Dr. Cho’s research interests include materiality, infrastructure, technology, ethnic politics, migration, gender, and anthropology of religion, as well as social theory and ethnography. Her areas of focus are China, Tibet, and sub-Saharan regions of Africa where China’s transnational presence is growing. Her work is dedicated to understanding, from an anthropological perspective, the role of materiality (including technology and infrastructure) in religious movements, with a special focus on gender politics and the formation of political subjectivity in ethnic minority groups. Her first book, Politics of Tranquility: The Material and Mundane Lives of Buddhist Nuns in Post-Mao Tibet, forthcoming from Cornell University Press, explores the intersections of material practices, gender, and religious revivalism through the lives of Tibetan Buddhist nuns in post-Mao China and reveals the unexpected political outcomes of the nuns’ lives and practices within a restrictive political context.
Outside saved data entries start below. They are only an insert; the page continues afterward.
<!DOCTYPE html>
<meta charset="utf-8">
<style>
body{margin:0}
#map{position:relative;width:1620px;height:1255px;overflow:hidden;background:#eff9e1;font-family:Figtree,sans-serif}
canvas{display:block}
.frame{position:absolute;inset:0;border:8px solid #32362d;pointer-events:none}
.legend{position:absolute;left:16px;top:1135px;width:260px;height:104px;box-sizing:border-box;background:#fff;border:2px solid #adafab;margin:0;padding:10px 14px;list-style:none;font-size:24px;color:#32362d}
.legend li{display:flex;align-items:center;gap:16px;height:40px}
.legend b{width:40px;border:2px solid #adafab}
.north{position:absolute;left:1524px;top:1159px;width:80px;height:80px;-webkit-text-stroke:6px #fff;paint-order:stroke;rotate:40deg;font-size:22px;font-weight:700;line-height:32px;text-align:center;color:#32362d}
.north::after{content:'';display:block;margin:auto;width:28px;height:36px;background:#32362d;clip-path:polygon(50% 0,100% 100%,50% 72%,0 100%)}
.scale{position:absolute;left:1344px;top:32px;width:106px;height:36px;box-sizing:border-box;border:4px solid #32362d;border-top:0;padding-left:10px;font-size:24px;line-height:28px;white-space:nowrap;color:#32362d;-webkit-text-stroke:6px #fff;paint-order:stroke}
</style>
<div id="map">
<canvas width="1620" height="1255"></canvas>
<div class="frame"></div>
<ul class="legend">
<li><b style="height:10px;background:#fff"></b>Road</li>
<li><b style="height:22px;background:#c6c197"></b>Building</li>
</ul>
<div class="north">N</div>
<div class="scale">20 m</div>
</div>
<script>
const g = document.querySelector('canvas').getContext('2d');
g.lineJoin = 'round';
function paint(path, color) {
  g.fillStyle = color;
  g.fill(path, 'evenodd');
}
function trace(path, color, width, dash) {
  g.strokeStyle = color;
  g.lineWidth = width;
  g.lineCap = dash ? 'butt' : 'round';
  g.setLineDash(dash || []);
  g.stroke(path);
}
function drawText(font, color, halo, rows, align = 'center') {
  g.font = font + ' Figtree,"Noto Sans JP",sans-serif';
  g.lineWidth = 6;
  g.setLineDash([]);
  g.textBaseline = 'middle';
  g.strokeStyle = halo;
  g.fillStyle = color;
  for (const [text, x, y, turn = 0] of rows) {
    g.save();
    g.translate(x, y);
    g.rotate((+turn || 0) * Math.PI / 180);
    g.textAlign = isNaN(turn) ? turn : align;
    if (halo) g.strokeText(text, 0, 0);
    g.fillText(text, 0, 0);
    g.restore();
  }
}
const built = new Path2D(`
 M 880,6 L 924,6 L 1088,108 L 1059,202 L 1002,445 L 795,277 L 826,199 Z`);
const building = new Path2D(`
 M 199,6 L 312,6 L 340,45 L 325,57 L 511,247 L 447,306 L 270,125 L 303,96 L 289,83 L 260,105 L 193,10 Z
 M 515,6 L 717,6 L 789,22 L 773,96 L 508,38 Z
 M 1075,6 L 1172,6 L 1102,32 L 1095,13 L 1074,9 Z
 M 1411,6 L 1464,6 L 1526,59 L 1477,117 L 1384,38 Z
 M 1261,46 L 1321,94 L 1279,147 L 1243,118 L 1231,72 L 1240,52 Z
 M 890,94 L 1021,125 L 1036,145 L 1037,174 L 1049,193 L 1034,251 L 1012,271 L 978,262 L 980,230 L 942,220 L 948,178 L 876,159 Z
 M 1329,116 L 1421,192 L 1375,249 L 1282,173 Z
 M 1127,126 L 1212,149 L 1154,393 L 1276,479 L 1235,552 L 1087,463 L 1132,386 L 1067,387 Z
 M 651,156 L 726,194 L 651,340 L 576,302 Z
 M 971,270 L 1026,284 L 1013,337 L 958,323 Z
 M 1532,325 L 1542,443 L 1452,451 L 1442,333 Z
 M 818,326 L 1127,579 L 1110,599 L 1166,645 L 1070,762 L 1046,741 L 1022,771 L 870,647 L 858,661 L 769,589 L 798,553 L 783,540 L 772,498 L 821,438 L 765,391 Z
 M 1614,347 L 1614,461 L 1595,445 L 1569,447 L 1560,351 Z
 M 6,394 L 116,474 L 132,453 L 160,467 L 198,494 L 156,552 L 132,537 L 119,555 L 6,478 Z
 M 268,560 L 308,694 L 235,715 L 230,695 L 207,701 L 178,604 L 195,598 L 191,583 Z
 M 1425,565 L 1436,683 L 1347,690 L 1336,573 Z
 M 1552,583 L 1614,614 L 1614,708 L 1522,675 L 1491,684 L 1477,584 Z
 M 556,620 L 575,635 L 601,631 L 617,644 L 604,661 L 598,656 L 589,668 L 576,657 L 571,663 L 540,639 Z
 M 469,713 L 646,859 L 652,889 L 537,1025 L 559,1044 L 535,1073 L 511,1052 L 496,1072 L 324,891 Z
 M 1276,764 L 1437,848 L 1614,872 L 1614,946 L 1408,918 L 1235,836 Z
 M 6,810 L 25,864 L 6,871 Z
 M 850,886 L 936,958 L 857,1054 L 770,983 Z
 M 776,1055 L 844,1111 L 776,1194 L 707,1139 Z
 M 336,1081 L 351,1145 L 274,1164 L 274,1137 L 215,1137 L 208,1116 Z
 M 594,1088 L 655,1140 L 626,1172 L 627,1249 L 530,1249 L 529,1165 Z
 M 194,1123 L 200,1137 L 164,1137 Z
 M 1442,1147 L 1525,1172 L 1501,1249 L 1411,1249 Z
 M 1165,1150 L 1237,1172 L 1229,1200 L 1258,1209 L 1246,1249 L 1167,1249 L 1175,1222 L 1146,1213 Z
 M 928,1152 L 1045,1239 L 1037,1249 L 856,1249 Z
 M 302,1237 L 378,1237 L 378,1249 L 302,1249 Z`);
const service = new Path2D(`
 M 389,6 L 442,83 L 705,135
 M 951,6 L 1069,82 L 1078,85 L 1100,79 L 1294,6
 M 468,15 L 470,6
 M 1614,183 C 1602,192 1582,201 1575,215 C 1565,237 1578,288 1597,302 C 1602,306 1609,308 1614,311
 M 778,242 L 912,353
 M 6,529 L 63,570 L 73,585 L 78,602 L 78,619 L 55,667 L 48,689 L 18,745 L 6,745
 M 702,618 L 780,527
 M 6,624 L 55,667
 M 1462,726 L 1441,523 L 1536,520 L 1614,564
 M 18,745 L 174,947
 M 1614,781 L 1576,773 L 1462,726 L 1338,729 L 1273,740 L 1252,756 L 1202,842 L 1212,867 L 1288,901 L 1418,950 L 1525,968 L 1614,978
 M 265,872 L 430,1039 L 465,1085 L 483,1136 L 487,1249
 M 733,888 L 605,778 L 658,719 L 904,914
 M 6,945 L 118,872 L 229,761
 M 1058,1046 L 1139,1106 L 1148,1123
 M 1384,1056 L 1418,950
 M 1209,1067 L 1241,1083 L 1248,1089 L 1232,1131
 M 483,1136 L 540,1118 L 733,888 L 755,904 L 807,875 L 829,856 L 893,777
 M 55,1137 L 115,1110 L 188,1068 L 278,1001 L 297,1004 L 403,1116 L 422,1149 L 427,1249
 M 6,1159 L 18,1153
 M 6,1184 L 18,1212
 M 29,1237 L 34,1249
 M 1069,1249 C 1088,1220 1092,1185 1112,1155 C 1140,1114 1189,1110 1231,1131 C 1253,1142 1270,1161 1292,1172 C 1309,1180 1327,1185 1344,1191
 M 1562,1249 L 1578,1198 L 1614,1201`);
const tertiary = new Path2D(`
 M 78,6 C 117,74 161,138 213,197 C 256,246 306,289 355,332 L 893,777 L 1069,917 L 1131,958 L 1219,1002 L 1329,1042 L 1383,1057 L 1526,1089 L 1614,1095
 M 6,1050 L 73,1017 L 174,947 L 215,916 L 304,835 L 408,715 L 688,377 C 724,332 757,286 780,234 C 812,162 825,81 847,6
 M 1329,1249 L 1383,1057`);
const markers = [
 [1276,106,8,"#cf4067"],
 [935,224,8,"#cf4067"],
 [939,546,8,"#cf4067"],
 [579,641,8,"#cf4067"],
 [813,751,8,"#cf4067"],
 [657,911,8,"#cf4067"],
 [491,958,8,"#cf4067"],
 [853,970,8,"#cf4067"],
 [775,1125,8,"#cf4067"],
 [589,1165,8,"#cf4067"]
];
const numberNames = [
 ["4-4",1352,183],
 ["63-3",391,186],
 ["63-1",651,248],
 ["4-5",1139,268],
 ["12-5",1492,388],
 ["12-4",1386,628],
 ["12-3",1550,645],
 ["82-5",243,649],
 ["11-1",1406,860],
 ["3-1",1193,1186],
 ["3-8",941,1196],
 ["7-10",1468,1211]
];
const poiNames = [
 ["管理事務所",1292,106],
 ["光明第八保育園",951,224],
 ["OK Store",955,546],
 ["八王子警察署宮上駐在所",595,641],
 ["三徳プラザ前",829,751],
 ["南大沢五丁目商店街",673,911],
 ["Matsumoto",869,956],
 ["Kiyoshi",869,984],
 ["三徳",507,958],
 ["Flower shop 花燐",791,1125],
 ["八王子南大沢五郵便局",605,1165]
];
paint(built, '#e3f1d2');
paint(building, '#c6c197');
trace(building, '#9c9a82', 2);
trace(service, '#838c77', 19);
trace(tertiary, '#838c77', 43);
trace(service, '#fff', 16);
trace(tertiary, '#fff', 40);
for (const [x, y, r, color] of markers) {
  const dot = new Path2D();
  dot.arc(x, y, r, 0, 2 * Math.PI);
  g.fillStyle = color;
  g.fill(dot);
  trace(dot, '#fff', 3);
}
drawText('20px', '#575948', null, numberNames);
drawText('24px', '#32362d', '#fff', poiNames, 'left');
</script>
Since 2021, Dr. Cho has been focusing on a Chinese-supported Buddhist NGO and its school-building activities in sub-Saharan African countries and recently completed two and a half years of field research in Namibia (including a few months in Madagascar). Her forthcoming article, “Mooring Buddhism: Infrastructure and Chinese School Building in Central Namibia,” in The Copenhagen Journal of Asian Studies reflects her most recent ethnographic work in Namibia and explores how Buddhism has become a form of infrastructure that supports China’s growing presence on the African continent. Her other publications have appeared in the Journal of Religious Ethics, Modern Asian Studies, and the edited volume Frontier Tibet: Patterns of Change in the Sino-Tibetan Borderlands.